What are some math concepts that have a disagreement between mathematicians and physicists?

One area of disagreement between mathematicians and physicists is the use of infinitesimals in calculus. Infinitesimals are quantities that are infinitely small and were originally used by early mathematicians like Newton and Leibniz. However, these infinitesimals lacked a rigorous definition, leading to skepticism among mathematicians. To address this, mathematicians developed the concept of limits, which allowed for a more precise and rigorous formulation of calculus without relying on the notion of infinitesimals. Today, most mathematicians prefer using limits because they provide a solid foundation for calculus that avoids the ambiguities associated with infinitesimals.

On the other hand, physicists often continue to use infinitesimals because they are intuitive and practical, especially when dealing with physical phenomena. In physics, the emphasis is on solving real-world problems, and the use of infinitesimals often simplifies the process of setting up and solving differential equations. For example, when calculating the motion of particles or the flow of fluids, infinitesimals can be a convenient tool. Physicists are generally less concerned with the rigorous foundations of these concepts as long as the results are consistent with experimental observations.

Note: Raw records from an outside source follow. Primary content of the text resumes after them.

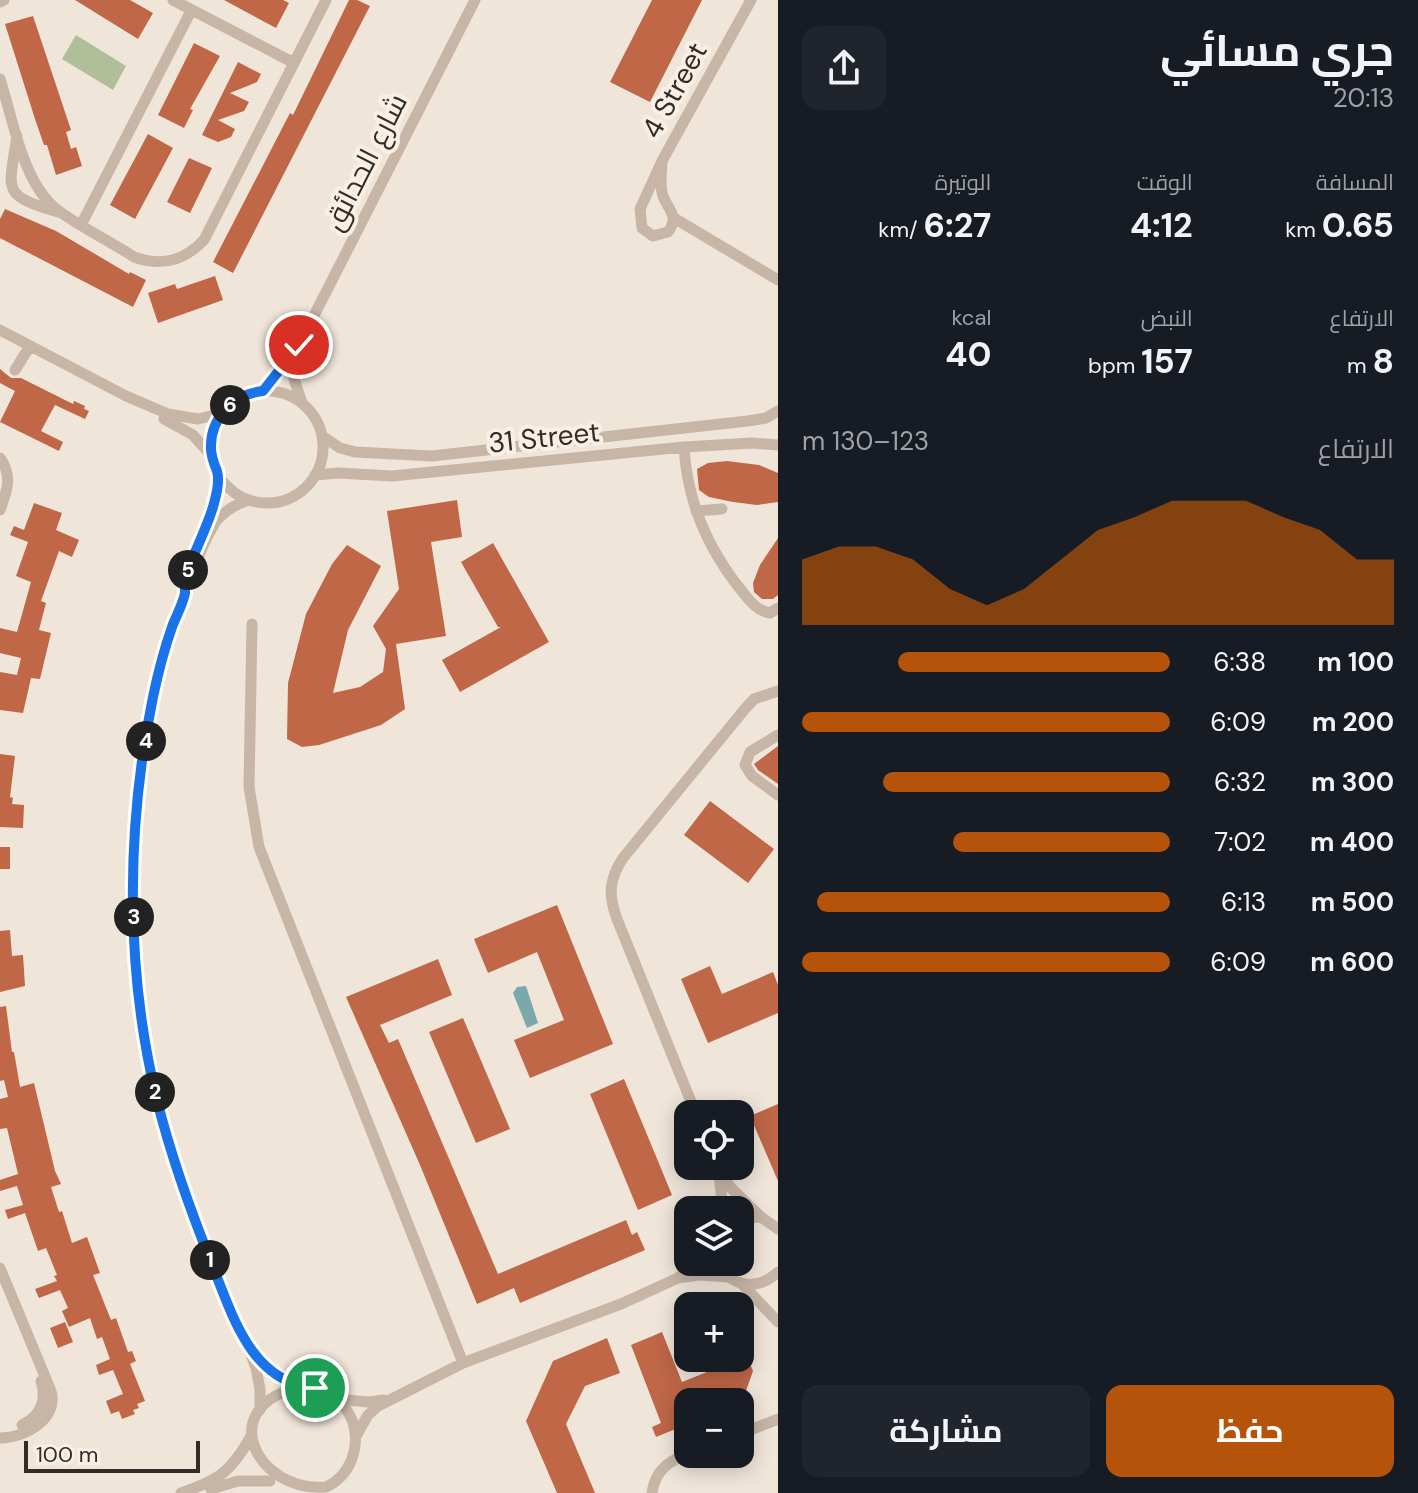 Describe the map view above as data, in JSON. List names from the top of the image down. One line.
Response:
{"streets":{"street":["4 Street","شارع الحدائق","31 Street"]},"scale_bar":"100 m","page":{"heading":["جري مسائي","20:13"],"stats":[["المسافة","0.65 km"],["الوقت","4:12"],["الوتيرة","6:27 /km"],["الارتفاع","8 m"],["النبض","157 bpm"],["kcal","40"]],"pins":["6","5","4","3","2","1"],"chart":["الارتفاع","123–130 m"],"list":[{"name":"100 m","note":"6:38"},{"name":"200 m","note":"6:09"},{"name":"300 m","note":"6:32"},{"name":"400 m","note":"7:02"},{"name":"500 m","note":"6:13"},{"name":"600 m","note":"6:09"}],"map_buttons":["+","−"],"buttons":["حفظ","مشاركة"],"scale":"100 m"}} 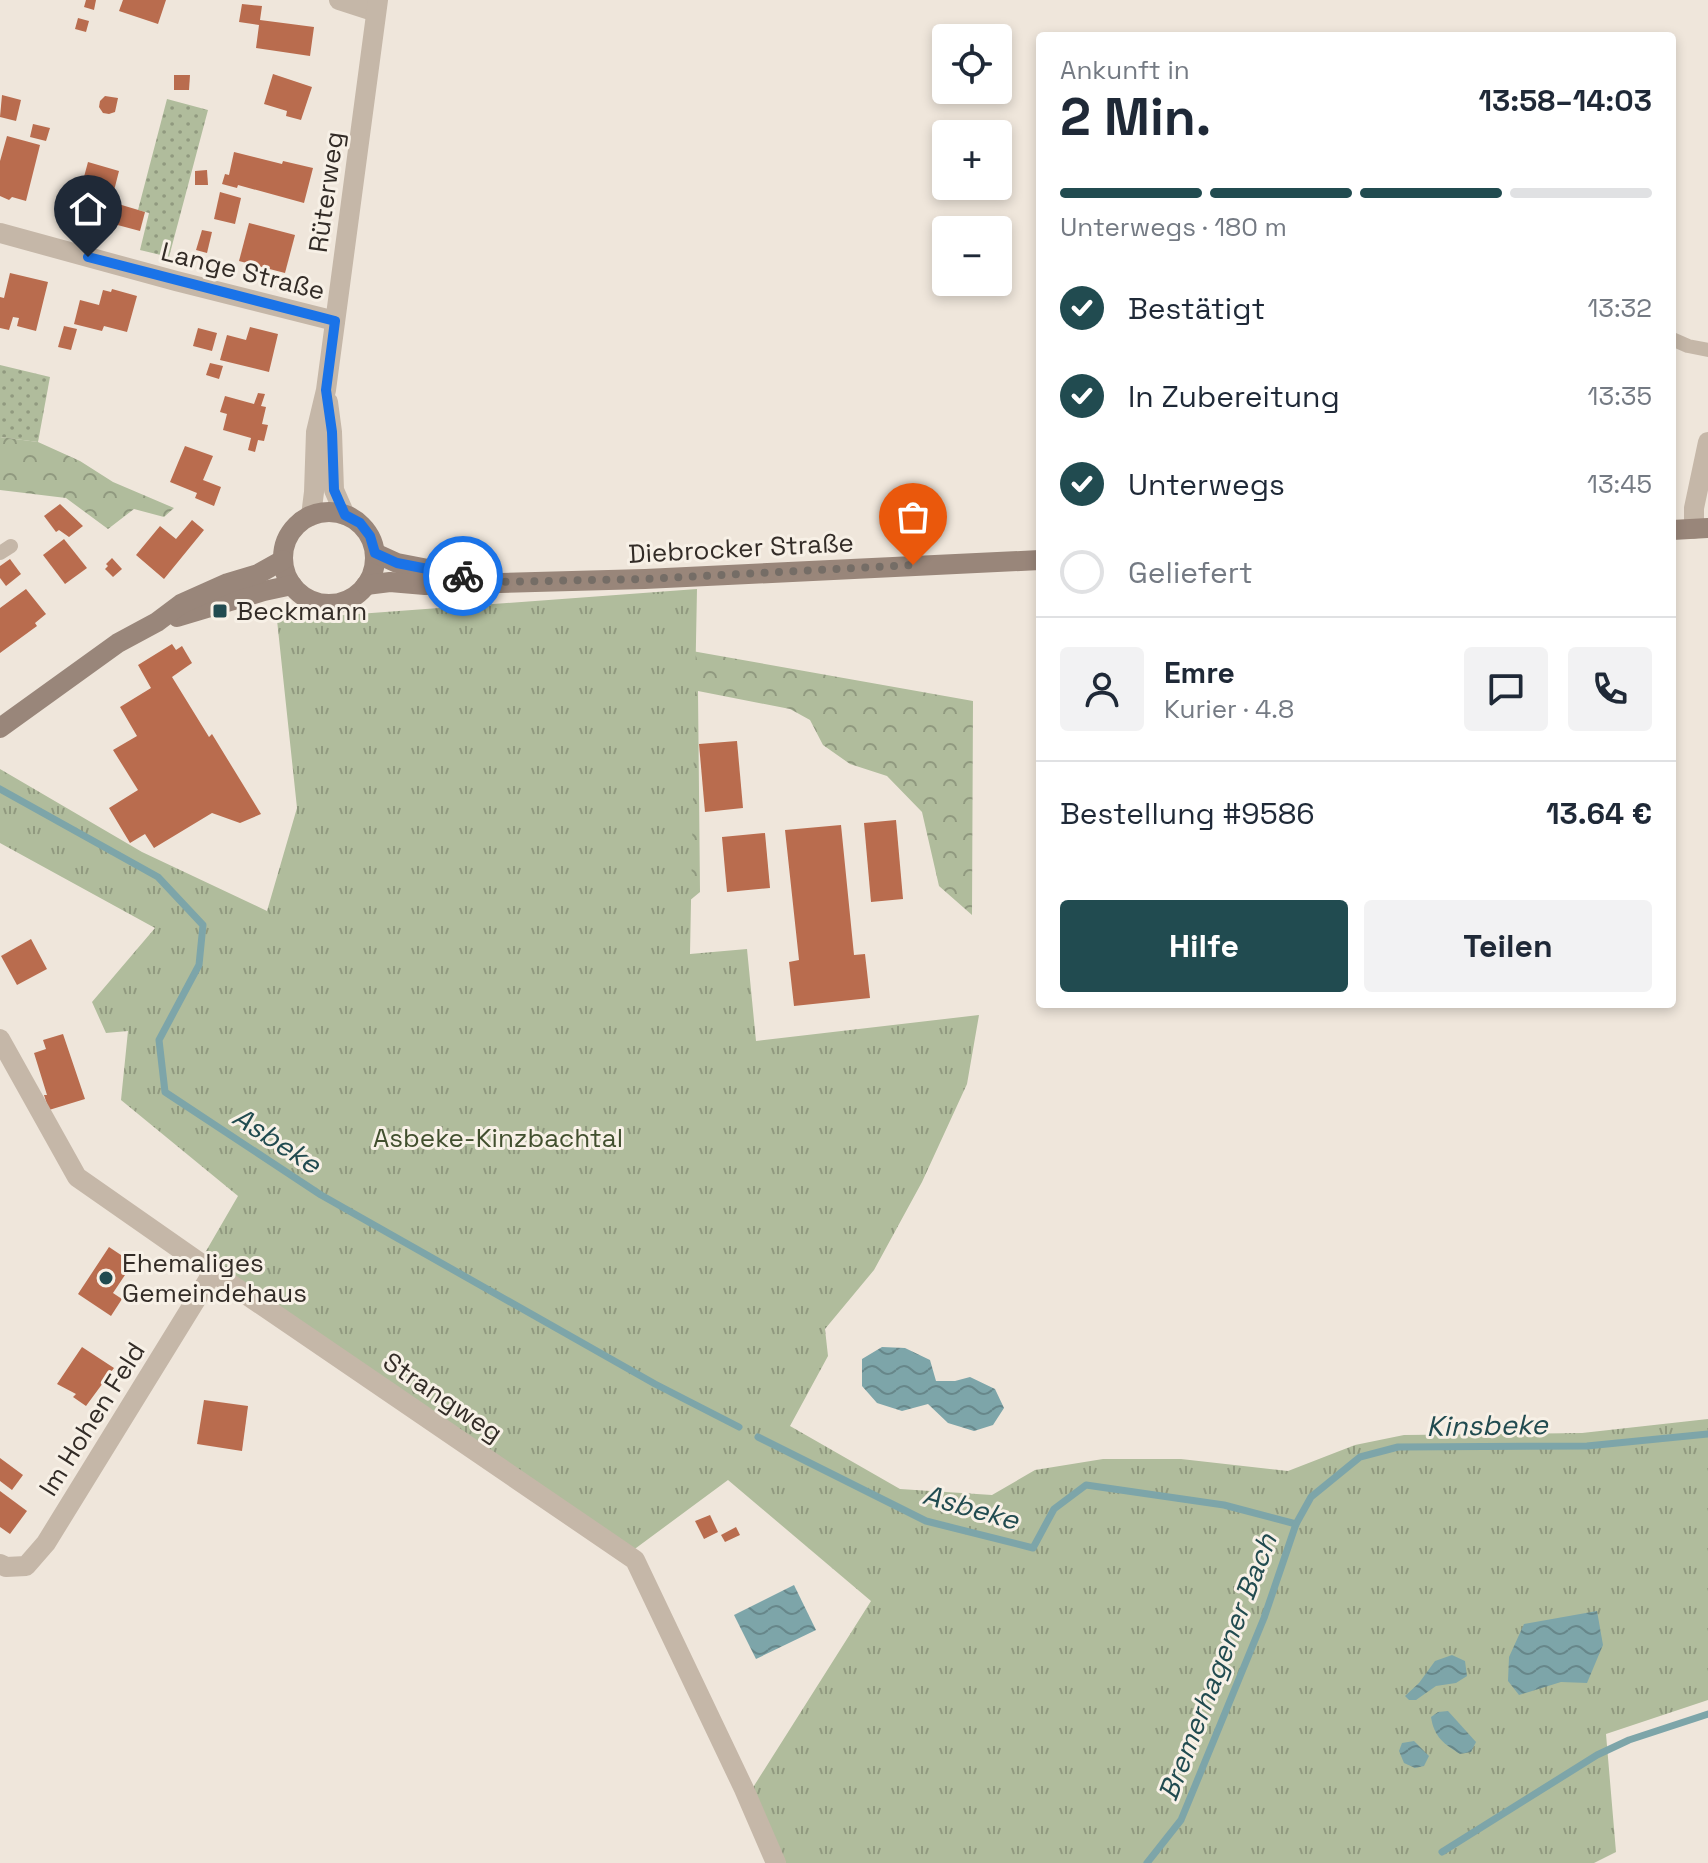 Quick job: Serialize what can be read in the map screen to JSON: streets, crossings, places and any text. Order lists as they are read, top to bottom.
{
  "streets": {
    "main road": ["Diebrocker Straße"],
    "street": [
      "Rüterweg",
      "Lange Straße",
      "Strangweg",
      "Im Hohen Feld"
    ]
  },
  "crossings": [
    ["Rüterweg", "Lange Straße"],
    ["Rüterweg", "Diebrocker Straße"],
    ["Strangweg", "Im Hohen Feld"]
  ],
  "water": ["Asbeke", "Kinsbeke", "Bremerhagener Bach"],
  "parks": ["Asbeke-Kinzbachtal"],
  "places": {
    "transit": ["Beckmann"],
    "other": ["Ehemaliges Gemeindehaus"]
  },
  "page": {
    "map_buttons": ["+", "−"],
    "heading": ["2 Min.", "Ankunft in", "13:58–14:03"],
    "panel": [
      "Emre",
      "Kurier · 4.8",
      "Bestellung #9586",
      "13.64 €"
    ],
    "bar": "Unterwegs · 180 m",
    "list": [
      ["Bestätigt", "13:32"],
      ["In Zubereitung", "13:35"],
      ["Unterwegs", "13:45"],
      "Geliefert"
    ],
    "buttons": ["Hilfe", "Teilen"]
  }
}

Another significant point of contention is the Dirac delta function, which is widely used in physics, particularly in quantum mechanics and signal processing. The Dirac delta function is not a true function in the traditional mathematical sense because it is not defined at all points and does not satisfy the usual rules of calculus. Instead, it is treated as a "distribution," which acts like a function that is zero everywhere except at a single point, where it is infinitely large in such a way that its integral over all space equals one. While physicists find the Dirac delta function extremely useful for modeling point charges, impulse forces, and other localized phenomena, mathematicians initially viewed it with suspicion due to its lack of rigor.

However, over time, mathematicians developed the theory of distributions, which provided a more rigorous framework for understanding objects like the Dirac delta function. This theory reconciled the mathematical concerns with the practical needs of physics, though the way the delta function is introduced and used in physics still differs from the more formal mathematical approach. This divergence reflects the broader difference in priorities between the two fields: physicists prioritize utility and alignment with physical intuition, while mathematicians focus on formal rigor and logical consistency.